§ **DIRECTIONS FOR THIS TASK**
Please print exactly the lines running from the one that contains "Read this street" to the end of the data, with both lines included.

Saved entries
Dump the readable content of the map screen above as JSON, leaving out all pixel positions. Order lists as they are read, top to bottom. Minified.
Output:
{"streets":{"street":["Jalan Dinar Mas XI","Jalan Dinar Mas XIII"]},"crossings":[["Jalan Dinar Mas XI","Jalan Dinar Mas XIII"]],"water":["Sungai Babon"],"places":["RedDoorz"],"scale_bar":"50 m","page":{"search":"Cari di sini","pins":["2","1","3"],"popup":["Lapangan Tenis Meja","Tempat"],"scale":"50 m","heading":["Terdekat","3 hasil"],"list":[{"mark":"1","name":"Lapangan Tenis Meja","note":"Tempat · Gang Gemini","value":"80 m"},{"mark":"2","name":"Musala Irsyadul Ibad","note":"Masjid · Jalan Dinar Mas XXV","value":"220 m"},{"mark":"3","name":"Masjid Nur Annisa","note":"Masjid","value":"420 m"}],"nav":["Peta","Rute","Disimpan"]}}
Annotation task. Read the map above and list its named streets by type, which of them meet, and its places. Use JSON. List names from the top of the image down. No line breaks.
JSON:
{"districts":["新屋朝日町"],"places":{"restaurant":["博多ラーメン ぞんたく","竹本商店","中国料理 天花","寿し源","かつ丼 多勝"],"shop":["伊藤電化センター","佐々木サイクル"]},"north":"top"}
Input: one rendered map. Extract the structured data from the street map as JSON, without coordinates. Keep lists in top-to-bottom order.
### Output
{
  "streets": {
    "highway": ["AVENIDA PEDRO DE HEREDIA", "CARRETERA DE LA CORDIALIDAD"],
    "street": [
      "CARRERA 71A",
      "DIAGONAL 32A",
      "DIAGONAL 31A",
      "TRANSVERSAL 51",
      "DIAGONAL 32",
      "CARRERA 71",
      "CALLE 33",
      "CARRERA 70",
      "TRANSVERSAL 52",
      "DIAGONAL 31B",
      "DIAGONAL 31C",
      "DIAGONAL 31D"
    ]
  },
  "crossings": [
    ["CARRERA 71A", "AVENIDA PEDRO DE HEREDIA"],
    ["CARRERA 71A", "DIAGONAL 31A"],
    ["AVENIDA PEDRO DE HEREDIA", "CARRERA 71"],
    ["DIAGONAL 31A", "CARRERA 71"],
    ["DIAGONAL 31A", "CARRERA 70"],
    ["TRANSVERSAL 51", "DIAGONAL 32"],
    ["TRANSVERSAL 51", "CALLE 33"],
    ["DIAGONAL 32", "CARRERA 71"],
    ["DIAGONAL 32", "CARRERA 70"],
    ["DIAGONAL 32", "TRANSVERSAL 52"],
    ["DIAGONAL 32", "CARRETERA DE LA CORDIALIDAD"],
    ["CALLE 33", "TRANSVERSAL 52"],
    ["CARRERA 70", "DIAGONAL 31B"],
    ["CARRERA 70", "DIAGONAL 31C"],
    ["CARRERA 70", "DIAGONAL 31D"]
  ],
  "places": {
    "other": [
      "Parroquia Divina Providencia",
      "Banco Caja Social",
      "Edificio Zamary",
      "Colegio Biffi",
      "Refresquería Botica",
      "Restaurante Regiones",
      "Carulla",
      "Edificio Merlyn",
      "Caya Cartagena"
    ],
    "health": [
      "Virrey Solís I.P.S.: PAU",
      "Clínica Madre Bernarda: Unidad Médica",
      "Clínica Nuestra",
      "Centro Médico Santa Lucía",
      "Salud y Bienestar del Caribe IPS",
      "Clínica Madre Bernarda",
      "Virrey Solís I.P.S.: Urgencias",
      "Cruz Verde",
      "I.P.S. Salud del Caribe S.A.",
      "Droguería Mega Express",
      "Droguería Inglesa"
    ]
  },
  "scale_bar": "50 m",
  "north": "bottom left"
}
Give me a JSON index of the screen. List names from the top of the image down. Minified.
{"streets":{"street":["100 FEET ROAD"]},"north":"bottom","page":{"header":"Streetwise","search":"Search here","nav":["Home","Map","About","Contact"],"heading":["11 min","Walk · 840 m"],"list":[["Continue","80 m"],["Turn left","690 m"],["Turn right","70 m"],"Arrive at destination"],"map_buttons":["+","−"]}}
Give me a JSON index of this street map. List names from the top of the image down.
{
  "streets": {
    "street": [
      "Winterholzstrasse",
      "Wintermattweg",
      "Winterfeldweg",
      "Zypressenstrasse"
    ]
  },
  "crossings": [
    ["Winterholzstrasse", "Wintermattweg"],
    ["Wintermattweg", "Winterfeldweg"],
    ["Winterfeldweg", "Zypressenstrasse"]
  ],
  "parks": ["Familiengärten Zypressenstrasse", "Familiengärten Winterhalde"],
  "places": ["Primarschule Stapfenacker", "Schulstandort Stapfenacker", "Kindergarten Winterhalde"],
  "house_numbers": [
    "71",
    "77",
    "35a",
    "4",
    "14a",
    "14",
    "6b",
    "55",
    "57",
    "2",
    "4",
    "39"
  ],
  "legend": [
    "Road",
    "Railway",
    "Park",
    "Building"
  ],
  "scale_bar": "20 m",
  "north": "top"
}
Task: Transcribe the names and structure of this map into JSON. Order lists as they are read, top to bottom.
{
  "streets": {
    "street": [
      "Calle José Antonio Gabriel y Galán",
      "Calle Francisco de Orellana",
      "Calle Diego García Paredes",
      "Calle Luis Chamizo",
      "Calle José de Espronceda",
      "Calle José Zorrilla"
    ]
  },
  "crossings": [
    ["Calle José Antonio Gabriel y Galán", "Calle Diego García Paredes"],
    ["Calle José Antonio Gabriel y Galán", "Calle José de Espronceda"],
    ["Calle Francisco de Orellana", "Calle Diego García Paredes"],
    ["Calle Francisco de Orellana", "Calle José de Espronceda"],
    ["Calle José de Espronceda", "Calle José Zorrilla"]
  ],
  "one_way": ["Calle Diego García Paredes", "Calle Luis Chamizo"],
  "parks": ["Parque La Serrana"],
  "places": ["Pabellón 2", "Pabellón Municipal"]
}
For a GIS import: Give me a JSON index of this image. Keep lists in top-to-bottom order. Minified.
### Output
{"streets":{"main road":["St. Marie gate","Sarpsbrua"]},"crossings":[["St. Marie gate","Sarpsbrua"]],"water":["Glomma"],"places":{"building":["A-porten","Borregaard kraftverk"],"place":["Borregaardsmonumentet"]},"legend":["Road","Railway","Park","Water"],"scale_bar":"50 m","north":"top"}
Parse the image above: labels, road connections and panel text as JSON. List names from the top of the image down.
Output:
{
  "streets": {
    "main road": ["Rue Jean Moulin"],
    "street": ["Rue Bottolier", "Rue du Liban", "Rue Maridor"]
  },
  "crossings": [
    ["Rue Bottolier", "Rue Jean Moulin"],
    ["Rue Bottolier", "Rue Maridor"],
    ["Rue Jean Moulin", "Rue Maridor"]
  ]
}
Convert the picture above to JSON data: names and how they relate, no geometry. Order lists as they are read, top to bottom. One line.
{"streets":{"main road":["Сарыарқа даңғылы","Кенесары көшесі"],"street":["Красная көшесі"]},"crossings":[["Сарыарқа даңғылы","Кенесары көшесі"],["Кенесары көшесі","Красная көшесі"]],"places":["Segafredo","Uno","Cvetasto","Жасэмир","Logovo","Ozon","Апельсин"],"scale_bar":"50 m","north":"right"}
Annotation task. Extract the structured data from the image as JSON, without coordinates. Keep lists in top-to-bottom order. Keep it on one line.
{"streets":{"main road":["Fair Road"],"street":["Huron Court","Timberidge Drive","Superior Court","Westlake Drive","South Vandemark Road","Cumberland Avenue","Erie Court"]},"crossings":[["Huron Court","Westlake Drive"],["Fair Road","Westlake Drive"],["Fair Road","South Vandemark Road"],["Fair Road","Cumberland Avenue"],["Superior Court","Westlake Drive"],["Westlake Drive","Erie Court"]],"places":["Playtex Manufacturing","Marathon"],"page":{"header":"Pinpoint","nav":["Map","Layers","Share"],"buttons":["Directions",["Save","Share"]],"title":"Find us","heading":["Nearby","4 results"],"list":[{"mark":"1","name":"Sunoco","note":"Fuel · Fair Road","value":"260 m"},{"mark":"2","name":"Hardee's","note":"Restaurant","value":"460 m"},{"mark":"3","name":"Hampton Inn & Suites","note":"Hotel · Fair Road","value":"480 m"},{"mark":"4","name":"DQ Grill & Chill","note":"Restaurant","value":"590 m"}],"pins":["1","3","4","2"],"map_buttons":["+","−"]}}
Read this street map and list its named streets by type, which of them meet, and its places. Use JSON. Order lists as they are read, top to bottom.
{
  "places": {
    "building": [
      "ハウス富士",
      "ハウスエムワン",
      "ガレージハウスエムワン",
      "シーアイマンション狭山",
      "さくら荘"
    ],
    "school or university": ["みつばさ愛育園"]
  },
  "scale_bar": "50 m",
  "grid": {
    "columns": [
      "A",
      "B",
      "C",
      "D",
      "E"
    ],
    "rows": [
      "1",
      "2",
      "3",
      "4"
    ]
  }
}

§ **ANSWER BELOW**
Read this street map and list its named streets by type, which of them meet, and its places. Use JSON. Order lists as they are read, top to bottom.
{
  "places": {
    "building": [
      "ハウス富士",
      "ハウスエムワン",
      "ガレージハウスエムワン",
      "シーアイマンション狭山",
      "さくら荘"
    ],
    "school or university": ["みつばさ愛育園"]
  },
  "scale_bar": "50 m",
  "grid": {
    "columns": [
      "A",
      "B",
      "C",
      "D",
      "E"
    ],
    "rows": [
      "1",
      "2",
      "3",
      "4"
    ]
  }
}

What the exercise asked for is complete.